Exercise brief:
Exactly as written, copy the lines of the data below from the first through the one containing "0 #614b31) drop-shadow(-2px".

Stored data entries:
··········

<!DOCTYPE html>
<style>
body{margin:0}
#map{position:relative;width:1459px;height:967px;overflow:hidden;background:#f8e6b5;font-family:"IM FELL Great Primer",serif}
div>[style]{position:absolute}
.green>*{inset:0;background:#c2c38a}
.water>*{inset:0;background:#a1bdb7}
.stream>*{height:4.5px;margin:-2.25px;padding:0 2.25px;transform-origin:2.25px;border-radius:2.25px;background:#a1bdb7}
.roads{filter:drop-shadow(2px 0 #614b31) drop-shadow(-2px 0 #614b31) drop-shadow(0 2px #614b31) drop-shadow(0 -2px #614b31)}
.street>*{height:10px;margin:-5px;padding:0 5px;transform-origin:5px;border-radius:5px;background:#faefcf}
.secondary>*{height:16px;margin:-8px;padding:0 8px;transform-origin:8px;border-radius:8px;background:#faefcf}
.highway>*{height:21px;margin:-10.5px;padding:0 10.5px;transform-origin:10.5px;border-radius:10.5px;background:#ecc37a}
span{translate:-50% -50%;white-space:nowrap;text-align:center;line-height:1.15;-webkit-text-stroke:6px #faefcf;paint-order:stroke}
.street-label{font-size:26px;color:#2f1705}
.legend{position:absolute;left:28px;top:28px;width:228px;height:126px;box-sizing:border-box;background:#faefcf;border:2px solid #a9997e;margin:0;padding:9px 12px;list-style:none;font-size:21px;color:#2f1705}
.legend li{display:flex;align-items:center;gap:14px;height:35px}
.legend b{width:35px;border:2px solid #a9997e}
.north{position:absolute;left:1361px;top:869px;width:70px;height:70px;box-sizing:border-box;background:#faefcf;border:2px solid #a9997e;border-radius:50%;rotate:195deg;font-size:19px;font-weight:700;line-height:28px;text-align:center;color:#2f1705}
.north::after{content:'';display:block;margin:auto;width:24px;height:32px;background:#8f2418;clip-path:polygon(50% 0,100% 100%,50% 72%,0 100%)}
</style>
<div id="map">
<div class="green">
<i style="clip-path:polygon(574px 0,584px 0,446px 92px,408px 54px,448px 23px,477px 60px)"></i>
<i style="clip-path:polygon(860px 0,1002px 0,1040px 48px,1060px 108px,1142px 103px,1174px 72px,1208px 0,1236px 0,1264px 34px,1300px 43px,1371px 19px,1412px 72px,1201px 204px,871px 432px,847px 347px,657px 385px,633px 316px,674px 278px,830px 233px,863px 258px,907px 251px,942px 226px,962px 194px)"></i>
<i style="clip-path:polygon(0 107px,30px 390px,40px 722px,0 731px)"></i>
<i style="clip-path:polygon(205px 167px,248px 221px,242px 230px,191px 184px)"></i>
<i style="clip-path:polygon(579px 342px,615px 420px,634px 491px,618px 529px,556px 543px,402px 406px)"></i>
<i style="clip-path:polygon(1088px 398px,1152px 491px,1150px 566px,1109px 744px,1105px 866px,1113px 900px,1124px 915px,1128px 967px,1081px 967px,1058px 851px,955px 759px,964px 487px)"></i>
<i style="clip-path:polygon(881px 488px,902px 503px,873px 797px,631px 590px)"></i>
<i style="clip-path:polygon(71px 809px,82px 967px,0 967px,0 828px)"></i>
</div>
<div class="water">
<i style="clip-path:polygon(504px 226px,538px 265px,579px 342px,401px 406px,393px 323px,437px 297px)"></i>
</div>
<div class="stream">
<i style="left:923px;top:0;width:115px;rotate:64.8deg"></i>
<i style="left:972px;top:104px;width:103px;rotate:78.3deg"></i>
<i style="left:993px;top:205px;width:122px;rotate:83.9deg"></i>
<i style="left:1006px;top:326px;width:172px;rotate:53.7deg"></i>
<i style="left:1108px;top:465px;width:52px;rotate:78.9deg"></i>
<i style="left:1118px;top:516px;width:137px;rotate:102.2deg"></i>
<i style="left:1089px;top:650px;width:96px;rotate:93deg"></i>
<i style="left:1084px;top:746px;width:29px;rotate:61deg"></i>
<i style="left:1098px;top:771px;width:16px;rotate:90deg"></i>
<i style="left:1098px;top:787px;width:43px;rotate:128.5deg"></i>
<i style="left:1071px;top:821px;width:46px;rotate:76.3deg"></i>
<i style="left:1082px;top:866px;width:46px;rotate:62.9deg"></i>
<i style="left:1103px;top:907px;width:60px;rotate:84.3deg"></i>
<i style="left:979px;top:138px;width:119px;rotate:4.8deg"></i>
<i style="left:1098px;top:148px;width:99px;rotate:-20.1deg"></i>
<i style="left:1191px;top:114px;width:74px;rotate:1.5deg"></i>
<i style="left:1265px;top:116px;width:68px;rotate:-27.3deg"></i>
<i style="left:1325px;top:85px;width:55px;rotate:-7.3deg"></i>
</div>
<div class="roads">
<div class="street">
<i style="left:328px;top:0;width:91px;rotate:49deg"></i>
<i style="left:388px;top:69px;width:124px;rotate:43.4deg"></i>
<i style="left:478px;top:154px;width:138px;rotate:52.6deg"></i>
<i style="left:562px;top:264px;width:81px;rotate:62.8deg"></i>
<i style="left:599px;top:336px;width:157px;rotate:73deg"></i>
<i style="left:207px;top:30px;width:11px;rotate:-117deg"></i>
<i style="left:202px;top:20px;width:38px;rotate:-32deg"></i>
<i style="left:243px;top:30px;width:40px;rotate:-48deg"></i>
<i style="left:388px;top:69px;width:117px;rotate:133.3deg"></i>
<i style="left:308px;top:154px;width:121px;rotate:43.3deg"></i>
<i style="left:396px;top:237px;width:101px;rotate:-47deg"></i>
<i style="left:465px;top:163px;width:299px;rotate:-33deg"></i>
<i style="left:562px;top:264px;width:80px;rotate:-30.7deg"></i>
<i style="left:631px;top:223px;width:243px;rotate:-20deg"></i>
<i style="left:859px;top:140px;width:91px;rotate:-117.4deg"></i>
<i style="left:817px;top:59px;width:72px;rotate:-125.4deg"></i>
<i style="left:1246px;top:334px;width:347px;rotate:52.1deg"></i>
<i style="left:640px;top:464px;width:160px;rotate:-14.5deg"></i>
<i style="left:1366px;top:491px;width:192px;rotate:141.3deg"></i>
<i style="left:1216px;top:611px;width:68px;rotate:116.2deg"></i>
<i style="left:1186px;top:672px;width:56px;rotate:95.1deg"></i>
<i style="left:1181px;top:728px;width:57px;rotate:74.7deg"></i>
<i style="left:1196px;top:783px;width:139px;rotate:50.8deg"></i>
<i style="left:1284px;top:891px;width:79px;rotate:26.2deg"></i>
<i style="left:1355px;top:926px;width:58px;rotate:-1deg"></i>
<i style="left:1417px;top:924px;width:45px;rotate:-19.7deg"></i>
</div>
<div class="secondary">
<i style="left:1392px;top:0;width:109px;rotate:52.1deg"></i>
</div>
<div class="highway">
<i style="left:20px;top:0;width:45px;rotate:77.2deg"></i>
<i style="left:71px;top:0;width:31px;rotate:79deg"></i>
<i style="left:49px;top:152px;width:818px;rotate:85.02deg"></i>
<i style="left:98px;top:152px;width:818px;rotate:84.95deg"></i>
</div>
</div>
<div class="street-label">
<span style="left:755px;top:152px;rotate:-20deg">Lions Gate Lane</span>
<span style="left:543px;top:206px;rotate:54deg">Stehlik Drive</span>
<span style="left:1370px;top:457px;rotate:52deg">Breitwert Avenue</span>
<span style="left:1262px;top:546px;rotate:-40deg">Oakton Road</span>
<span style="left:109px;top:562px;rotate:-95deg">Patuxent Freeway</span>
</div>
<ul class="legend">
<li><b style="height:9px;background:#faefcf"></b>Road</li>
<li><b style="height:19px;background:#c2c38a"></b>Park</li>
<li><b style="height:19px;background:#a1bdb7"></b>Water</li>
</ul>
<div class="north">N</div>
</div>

··········

Completed task:
<!DOCTYPE html>
<style>
body{margin:0}
#map{position:relative;width:1459px;height:967px;overflow:hidden;background:#f8e6b5;font-family:"IM FELL Great Primer",serif}
div>[style]{position:absolute}
.green>*{inset:0;background:#c2c38a}
.water>*{inset:0;background:#a1bdb7}
.stream>*{height:4.5px;margin:-2.25px;padding:0 2.25px;transform-origin:2.25px;border-radius:2.25px;background:#a1bdb7}
.roads{filter:drop-shadow(2px 0 #614b31) drop-shadow(-2px 0 #614b31) drop-shadow(0 2px #614b31) drop-shadow(0 -2px #614b31)}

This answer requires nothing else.